Mayte Alcaraz
Cuando Zapatero dio Red Bull al nacionalismo catalán
Tomar un red bull (bebida energética que creó un austriaco) da alas. Beberse unos vinos con Miguel Ángel Revilla (un intento de presidente autonómico entregado al share) debe deshidratar la memoria. El líder socialista, Pedro Sánchez, llamó el domingo, antes de las anchoas con el presidente cántabro, a César Luena para reclamarle un buen eslogan con el que colarse en el telediario y, de paso, justificar la viga separatista que el pasado viernes se introdujo en el ojo cediendo cuatro senadores a Junqueras y Puigdemont, maldiciendo la mota en el de Rajoy. He aquí el hallazgo de Luena que alumbró el domingo para alimentar la sequía periodística del fin de semana: «Rajoy es el red bull de los nacionalistas; les da alas». Y ni corto ni perezoso, Sánchez la hizo suya.

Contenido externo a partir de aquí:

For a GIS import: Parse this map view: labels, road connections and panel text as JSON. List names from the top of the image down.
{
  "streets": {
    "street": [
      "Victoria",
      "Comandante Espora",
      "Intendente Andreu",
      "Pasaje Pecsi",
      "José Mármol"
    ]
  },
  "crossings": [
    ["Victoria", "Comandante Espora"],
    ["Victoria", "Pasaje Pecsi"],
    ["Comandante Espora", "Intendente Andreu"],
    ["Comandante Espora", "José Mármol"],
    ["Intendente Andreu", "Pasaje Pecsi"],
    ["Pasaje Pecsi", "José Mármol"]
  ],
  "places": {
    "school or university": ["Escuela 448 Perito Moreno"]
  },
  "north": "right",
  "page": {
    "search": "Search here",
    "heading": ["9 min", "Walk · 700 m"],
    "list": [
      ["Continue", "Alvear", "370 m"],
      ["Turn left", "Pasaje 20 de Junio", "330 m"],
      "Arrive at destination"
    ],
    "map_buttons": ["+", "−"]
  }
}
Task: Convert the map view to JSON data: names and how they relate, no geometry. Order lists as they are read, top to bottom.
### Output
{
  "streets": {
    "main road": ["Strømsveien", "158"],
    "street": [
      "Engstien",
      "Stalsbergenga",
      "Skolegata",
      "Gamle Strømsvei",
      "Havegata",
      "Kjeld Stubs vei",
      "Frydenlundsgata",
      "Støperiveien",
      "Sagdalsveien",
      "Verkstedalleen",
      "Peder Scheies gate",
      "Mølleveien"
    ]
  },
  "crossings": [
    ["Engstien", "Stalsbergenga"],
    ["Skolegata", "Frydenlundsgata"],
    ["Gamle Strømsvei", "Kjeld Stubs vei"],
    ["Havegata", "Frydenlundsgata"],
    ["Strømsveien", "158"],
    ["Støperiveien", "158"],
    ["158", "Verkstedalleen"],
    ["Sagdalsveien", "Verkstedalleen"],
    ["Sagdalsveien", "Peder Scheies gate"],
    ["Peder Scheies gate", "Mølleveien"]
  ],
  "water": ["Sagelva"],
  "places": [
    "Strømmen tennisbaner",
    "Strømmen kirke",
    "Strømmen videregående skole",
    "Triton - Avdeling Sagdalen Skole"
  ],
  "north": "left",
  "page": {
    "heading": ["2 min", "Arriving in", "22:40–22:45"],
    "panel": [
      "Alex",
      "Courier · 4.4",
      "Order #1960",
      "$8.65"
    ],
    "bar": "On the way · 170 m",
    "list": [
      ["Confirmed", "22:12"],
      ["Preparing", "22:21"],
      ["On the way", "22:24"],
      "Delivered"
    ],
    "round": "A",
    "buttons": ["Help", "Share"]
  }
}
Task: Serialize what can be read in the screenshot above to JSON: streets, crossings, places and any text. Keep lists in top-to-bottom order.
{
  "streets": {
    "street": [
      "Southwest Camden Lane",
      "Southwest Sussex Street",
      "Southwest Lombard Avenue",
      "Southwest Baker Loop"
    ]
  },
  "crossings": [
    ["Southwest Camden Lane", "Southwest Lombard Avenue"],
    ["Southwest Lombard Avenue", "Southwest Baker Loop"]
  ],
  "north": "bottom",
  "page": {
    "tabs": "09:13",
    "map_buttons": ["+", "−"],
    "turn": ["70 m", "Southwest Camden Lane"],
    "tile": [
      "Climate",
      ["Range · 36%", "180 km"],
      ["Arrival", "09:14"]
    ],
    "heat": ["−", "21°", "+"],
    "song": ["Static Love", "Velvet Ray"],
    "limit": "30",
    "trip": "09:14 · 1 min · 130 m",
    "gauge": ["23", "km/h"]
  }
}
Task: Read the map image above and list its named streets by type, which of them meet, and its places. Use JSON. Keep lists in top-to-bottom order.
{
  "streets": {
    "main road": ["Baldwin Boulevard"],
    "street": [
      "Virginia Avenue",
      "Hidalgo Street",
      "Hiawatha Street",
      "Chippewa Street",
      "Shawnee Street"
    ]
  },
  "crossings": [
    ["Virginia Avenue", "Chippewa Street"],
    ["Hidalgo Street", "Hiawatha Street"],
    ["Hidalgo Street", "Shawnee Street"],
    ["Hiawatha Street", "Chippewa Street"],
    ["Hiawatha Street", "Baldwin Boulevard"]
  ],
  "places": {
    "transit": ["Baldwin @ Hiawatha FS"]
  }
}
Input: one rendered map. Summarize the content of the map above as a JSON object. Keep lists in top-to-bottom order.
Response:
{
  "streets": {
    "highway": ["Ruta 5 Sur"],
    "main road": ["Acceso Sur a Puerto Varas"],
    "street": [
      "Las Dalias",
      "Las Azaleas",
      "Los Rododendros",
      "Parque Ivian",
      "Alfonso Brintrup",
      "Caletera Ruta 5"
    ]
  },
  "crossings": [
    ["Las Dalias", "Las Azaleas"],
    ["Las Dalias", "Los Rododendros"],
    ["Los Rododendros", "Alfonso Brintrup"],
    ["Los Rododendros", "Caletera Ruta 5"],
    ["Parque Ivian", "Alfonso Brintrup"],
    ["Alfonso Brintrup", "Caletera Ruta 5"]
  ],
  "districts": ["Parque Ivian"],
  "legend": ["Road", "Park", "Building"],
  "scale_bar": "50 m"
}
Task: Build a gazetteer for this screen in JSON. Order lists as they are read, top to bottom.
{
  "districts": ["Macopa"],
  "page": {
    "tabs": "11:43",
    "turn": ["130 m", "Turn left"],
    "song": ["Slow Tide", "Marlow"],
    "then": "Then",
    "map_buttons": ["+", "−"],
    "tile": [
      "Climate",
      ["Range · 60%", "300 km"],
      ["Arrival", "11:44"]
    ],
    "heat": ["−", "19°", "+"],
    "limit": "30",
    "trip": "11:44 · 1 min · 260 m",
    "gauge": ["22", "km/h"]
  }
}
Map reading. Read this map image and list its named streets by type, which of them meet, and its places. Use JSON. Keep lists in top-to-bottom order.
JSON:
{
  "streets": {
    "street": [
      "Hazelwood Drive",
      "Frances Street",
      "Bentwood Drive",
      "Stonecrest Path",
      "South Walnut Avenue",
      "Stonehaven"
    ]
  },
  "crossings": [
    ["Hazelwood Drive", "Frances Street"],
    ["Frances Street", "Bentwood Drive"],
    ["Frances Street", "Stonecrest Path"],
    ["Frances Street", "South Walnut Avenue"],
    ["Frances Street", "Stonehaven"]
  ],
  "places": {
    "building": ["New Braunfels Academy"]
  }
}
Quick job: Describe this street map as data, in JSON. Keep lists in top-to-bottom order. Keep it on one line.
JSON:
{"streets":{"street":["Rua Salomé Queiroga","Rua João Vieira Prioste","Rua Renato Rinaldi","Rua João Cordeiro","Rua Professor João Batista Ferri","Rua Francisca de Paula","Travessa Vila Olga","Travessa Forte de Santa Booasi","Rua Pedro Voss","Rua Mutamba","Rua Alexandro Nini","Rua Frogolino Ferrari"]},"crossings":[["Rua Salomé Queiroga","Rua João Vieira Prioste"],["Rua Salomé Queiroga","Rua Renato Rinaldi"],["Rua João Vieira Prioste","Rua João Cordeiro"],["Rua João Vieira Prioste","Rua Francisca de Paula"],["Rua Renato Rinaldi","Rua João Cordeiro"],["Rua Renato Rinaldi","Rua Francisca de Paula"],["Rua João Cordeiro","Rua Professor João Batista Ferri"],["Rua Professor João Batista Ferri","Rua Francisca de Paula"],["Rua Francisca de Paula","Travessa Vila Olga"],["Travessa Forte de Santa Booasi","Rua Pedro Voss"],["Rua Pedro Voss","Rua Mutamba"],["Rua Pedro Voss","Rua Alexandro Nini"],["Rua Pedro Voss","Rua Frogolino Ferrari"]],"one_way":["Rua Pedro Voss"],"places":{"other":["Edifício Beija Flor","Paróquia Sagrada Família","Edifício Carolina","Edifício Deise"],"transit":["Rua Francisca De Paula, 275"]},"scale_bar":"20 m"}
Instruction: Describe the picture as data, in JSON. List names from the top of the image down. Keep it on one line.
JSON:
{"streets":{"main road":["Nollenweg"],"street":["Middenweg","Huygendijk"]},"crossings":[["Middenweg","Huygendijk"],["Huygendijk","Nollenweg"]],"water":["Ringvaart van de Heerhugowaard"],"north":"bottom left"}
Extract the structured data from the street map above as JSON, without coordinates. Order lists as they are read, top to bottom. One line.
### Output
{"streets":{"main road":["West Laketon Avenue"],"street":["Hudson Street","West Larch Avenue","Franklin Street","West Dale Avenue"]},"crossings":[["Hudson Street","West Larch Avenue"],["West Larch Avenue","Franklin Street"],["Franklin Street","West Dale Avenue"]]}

El jefe de Ferraz equiparaba así la falta de contrapartidas del Gobierno al chantaje del soberanismo catalán con algo similar a una bombona de oxígeno para sus cabecillas. Olvida -será producto de las intensas gestiones por entregar su investidura a la extrema izquierda y precisamente a los que toman red bull- que es en su árbol genealógico político donde luce por méritos propios el gran artífice de la cesión mendicante ante los nacionalistas catalanes, José Luis Rodríguez Zapatero. El día que un presidente del Gobierno español sometió su soberanía y la de los españoles a lo que decidiera un Parlamento territorial, empeñado con su Estatut en dinamitar la Constitución, escribió el epitafio a la unidad de España, que sigue maltrecha pero a salvo gracias a la responsabilidad de los que sucedieron a Zapatero.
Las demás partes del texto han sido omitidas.